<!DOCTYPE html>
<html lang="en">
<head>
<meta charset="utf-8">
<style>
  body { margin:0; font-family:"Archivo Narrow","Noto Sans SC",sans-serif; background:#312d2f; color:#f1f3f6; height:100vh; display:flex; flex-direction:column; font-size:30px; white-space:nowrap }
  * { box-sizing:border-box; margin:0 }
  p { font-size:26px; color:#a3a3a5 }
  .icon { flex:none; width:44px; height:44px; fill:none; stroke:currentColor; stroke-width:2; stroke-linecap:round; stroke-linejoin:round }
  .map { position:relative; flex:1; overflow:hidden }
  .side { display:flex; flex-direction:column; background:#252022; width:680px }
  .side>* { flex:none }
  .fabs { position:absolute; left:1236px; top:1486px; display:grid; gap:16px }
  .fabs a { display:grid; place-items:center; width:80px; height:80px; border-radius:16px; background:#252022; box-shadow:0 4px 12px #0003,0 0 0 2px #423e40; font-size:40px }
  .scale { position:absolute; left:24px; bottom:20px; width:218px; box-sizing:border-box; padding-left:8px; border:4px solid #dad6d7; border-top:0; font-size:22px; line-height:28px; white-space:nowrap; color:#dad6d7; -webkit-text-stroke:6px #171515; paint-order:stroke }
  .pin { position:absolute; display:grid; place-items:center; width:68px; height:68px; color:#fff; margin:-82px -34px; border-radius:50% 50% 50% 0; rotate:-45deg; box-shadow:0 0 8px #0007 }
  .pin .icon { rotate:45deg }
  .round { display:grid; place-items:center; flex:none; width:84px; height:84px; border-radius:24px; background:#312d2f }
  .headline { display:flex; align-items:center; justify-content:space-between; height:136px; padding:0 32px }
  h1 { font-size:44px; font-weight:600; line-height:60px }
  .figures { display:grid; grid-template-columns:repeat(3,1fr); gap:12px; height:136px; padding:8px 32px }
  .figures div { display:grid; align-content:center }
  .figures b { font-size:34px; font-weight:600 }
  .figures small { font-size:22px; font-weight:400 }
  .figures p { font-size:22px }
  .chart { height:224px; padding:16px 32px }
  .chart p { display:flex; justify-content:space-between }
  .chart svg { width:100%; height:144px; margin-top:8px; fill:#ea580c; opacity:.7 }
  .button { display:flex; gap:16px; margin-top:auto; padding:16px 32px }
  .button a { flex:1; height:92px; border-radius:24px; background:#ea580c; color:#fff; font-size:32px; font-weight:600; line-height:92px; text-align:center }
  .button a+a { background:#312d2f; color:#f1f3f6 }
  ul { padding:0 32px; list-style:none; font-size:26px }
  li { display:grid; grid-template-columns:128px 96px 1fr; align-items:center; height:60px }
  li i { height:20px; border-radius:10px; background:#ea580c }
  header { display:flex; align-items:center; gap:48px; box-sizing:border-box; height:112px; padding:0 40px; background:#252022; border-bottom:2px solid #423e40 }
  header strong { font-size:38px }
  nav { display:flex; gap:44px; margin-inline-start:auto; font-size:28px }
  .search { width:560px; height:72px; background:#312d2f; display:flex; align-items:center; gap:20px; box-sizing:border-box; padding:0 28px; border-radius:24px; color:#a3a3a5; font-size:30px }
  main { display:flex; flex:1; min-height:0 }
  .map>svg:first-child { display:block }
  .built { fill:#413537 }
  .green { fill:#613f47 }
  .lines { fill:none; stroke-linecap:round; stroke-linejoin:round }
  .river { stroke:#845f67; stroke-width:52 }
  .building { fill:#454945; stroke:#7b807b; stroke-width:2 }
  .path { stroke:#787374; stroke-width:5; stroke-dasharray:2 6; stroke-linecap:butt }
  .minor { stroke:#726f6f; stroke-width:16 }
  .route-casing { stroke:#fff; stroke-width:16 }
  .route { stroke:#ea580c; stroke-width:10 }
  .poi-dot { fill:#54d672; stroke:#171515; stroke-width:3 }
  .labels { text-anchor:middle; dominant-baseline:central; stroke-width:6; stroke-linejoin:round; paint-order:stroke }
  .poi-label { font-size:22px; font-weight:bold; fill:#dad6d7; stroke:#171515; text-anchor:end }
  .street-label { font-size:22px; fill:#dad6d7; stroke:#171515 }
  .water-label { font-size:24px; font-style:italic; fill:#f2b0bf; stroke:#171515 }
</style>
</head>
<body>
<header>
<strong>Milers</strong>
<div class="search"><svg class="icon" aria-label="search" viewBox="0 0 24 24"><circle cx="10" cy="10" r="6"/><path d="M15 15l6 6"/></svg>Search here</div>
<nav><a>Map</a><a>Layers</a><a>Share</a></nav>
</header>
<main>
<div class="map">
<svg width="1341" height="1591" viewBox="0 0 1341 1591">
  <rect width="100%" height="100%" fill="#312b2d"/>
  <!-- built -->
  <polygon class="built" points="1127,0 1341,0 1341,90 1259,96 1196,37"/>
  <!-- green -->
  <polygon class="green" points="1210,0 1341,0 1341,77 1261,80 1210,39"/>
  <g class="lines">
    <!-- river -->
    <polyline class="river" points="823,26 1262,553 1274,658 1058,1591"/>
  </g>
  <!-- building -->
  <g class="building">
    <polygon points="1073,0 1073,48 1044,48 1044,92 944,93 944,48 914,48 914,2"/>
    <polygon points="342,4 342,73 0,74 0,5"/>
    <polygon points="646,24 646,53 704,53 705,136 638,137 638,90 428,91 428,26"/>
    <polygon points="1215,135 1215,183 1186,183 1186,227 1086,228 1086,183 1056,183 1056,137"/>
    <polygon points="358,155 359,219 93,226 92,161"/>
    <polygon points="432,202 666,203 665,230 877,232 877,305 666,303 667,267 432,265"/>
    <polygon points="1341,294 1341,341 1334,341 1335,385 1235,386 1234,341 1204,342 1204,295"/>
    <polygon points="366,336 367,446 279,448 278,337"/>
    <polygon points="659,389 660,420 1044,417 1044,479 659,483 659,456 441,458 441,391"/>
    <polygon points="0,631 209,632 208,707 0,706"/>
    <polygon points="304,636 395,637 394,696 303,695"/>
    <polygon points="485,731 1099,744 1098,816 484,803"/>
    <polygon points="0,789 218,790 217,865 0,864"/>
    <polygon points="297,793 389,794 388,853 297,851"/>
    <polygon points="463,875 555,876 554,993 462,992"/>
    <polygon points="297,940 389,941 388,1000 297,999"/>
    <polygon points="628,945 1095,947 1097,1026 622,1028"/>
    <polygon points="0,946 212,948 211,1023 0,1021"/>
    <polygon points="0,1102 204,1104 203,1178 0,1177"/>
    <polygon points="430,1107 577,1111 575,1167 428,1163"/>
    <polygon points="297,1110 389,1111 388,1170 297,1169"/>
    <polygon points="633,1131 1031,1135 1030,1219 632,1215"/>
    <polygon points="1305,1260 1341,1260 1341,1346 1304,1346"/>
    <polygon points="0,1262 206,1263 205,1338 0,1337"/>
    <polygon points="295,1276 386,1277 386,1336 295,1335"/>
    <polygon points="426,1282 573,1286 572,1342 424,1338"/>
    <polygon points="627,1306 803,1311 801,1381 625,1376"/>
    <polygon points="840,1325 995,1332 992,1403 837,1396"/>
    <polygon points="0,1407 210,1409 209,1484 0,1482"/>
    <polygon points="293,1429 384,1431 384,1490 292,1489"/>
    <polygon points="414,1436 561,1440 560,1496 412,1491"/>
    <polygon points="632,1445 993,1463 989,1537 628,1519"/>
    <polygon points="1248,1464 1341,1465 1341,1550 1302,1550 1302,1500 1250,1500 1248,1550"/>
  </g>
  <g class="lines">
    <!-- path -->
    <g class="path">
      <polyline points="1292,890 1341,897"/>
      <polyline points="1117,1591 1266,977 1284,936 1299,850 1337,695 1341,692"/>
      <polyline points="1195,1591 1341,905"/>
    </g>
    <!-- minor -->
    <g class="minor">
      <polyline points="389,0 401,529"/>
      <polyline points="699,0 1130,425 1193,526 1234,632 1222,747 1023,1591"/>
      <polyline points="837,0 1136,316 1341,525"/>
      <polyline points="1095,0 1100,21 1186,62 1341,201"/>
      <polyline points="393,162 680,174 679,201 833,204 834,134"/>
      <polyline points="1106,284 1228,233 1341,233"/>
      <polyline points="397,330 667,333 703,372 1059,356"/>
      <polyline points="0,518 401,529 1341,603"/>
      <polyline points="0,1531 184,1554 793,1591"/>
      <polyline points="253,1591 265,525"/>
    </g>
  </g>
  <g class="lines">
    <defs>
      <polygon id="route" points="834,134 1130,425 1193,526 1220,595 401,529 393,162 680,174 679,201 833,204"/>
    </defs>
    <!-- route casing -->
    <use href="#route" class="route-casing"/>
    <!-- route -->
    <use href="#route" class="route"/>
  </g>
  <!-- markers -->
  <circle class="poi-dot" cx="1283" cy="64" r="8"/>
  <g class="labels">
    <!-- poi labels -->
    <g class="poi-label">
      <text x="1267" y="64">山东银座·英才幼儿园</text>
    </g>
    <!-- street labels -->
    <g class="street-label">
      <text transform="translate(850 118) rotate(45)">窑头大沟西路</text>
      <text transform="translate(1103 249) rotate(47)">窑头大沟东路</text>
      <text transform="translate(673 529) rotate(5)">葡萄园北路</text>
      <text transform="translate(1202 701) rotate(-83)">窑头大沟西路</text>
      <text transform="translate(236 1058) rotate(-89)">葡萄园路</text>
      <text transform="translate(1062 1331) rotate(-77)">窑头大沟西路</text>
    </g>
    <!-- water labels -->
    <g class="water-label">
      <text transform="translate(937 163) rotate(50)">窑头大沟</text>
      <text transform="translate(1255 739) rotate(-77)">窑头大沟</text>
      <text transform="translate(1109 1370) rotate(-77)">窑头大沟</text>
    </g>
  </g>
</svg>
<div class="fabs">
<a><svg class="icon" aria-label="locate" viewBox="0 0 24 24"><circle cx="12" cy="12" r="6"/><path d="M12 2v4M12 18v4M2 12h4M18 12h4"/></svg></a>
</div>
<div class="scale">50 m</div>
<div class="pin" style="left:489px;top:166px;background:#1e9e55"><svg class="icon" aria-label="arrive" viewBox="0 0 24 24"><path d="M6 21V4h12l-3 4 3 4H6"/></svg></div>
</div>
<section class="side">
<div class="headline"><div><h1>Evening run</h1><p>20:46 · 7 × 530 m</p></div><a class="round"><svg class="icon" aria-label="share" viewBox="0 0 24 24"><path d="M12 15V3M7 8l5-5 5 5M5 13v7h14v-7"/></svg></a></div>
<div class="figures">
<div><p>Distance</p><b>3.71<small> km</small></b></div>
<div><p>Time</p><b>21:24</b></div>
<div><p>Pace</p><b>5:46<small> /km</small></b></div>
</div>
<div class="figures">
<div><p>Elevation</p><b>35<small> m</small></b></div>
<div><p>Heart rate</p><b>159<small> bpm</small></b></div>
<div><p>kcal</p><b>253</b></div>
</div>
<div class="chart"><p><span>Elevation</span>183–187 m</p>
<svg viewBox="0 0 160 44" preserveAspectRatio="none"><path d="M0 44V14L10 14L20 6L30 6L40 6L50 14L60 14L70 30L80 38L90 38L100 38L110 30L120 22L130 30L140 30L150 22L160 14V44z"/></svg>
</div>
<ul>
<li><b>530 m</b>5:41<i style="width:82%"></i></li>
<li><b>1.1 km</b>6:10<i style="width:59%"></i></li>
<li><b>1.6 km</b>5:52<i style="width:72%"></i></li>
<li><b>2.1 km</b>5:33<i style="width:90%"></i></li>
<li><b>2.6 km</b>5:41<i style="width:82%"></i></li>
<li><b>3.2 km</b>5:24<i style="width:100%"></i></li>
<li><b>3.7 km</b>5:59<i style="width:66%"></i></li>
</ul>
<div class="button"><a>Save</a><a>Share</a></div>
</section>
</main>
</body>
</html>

-------------------------

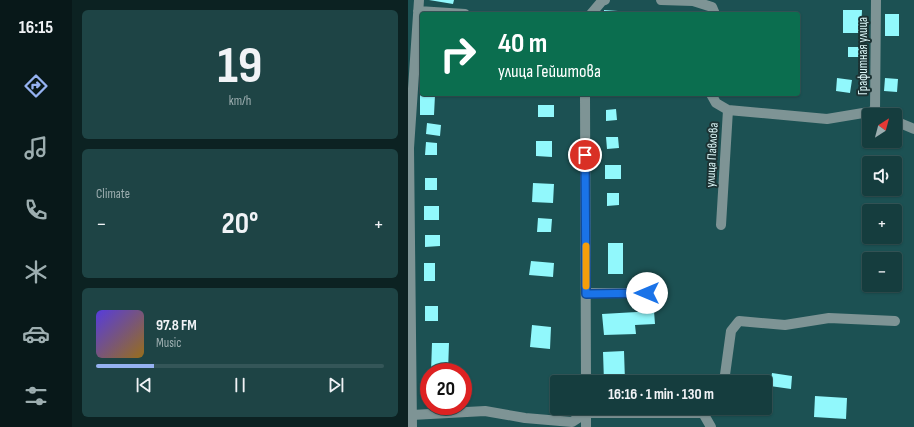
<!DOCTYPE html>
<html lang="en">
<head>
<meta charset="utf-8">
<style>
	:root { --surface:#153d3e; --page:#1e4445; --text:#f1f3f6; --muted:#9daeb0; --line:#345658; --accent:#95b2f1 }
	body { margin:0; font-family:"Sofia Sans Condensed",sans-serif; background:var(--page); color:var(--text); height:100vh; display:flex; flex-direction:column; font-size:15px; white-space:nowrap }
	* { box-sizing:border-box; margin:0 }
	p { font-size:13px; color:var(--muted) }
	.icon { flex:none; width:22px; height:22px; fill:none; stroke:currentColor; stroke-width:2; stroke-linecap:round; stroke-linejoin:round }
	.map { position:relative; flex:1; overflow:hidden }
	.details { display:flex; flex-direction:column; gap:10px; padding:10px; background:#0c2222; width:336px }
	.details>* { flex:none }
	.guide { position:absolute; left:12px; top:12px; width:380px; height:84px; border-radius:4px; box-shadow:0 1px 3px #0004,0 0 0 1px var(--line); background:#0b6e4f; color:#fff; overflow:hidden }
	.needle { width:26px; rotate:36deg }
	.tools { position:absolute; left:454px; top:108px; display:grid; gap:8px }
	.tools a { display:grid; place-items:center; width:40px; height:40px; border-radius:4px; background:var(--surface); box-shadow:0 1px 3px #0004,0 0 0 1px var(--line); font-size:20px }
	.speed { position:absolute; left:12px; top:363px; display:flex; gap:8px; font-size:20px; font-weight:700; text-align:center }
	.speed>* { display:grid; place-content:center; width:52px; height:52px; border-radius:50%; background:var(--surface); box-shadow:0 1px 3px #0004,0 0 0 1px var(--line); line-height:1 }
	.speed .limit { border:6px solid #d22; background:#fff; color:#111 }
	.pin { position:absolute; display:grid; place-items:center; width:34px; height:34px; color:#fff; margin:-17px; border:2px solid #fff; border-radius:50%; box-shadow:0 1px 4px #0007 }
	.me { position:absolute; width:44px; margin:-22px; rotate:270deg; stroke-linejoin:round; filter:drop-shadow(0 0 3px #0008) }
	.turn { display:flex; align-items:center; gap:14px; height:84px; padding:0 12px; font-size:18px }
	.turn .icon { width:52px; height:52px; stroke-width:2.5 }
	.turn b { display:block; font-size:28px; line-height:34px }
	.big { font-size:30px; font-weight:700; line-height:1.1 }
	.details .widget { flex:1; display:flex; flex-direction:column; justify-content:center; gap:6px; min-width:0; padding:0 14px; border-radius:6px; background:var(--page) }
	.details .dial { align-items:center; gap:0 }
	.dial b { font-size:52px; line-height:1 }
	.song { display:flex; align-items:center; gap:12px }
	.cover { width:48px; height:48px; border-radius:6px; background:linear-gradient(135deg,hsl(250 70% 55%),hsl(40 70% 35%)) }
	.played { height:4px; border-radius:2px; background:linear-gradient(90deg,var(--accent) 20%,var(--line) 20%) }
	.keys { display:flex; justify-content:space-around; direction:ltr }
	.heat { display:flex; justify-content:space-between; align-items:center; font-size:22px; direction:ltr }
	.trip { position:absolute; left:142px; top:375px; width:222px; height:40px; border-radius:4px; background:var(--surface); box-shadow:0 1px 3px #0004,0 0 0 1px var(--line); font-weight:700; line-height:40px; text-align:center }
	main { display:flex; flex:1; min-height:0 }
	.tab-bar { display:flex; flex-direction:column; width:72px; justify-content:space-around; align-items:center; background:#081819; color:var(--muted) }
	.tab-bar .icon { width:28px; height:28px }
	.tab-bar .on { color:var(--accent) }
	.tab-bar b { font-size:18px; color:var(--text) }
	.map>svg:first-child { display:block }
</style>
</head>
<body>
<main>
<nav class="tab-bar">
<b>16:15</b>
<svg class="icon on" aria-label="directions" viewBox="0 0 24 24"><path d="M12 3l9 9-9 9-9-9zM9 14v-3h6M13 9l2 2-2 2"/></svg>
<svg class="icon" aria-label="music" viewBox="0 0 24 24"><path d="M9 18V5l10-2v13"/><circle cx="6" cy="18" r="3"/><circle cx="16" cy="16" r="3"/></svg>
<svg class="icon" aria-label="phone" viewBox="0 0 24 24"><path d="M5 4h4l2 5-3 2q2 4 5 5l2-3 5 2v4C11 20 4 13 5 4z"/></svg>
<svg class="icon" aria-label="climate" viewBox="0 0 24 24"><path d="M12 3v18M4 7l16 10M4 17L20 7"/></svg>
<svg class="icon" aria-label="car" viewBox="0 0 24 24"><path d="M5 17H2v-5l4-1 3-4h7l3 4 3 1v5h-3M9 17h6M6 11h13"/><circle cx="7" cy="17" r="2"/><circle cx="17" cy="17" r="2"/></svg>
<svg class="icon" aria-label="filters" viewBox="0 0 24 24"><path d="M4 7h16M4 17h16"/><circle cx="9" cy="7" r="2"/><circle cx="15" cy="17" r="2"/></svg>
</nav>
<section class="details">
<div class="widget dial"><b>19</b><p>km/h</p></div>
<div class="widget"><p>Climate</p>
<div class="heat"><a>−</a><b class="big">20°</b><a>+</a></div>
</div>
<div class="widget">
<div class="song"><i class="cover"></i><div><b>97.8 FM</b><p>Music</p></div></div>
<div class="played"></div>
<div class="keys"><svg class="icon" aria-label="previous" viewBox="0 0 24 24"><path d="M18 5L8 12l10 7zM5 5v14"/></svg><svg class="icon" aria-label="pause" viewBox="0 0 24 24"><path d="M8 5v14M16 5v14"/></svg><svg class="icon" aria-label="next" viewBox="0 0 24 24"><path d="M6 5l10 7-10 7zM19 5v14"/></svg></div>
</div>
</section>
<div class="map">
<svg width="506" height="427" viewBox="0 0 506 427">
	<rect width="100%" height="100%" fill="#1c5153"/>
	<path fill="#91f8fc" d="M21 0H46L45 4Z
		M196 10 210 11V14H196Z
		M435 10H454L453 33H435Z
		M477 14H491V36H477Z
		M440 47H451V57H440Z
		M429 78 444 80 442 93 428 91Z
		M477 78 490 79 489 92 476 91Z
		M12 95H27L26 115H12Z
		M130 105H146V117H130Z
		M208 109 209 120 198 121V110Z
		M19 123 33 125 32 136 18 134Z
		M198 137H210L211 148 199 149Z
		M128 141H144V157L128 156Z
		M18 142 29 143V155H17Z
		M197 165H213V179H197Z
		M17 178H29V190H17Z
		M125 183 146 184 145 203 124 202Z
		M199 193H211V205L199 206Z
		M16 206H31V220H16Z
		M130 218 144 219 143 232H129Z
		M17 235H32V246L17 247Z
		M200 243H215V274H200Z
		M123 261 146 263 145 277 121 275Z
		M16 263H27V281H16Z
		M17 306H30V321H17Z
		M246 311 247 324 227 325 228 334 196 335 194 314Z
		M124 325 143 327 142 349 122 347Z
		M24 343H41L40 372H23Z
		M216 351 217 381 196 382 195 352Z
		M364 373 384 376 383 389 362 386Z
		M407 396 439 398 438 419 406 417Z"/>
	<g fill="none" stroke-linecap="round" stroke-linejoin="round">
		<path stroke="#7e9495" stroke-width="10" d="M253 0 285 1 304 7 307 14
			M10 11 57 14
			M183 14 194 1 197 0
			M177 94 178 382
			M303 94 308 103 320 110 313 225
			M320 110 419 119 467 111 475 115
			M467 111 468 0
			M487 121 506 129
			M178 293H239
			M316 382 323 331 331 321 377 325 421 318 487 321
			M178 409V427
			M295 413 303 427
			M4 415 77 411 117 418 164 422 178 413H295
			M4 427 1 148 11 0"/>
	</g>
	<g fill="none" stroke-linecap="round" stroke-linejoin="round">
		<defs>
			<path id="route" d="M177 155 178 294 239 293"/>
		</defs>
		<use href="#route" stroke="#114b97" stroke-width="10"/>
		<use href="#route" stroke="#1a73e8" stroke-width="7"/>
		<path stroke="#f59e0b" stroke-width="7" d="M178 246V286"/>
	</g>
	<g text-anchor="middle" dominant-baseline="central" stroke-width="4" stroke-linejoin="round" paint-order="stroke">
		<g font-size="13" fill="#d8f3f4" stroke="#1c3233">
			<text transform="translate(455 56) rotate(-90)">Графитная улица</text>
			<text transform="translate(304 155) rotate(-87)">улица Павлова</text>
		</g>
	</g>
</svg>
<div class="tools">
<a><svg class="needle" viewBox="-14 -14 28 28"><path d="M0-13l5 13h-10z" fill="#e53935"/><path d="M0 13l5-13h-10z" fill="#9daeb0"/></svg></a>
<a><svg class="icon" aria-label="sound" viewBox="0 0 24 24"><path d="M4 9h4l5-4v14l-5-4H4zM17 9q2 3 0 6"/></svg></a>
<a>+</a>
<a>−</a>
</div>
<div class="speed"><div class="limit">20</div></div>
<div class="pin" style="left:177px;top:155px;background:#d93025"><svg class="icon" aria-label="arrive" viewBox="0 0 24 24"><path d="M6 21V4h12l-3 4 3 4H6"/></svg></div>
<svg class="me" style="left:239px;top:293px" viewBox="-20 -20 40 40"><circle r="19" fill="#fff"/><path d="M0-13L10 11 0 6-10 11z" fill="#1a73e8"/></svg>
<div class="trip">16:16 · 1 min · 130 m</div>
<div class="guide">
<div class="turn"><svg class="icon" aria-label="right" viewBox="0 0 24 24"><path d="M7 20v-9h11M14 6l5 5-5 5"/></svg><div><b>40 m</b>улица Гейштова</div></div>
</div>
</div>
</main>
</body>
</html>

-------------------------

Say how many lines in the entries above contain the string "guide", offering no other words.

### Result of this task
2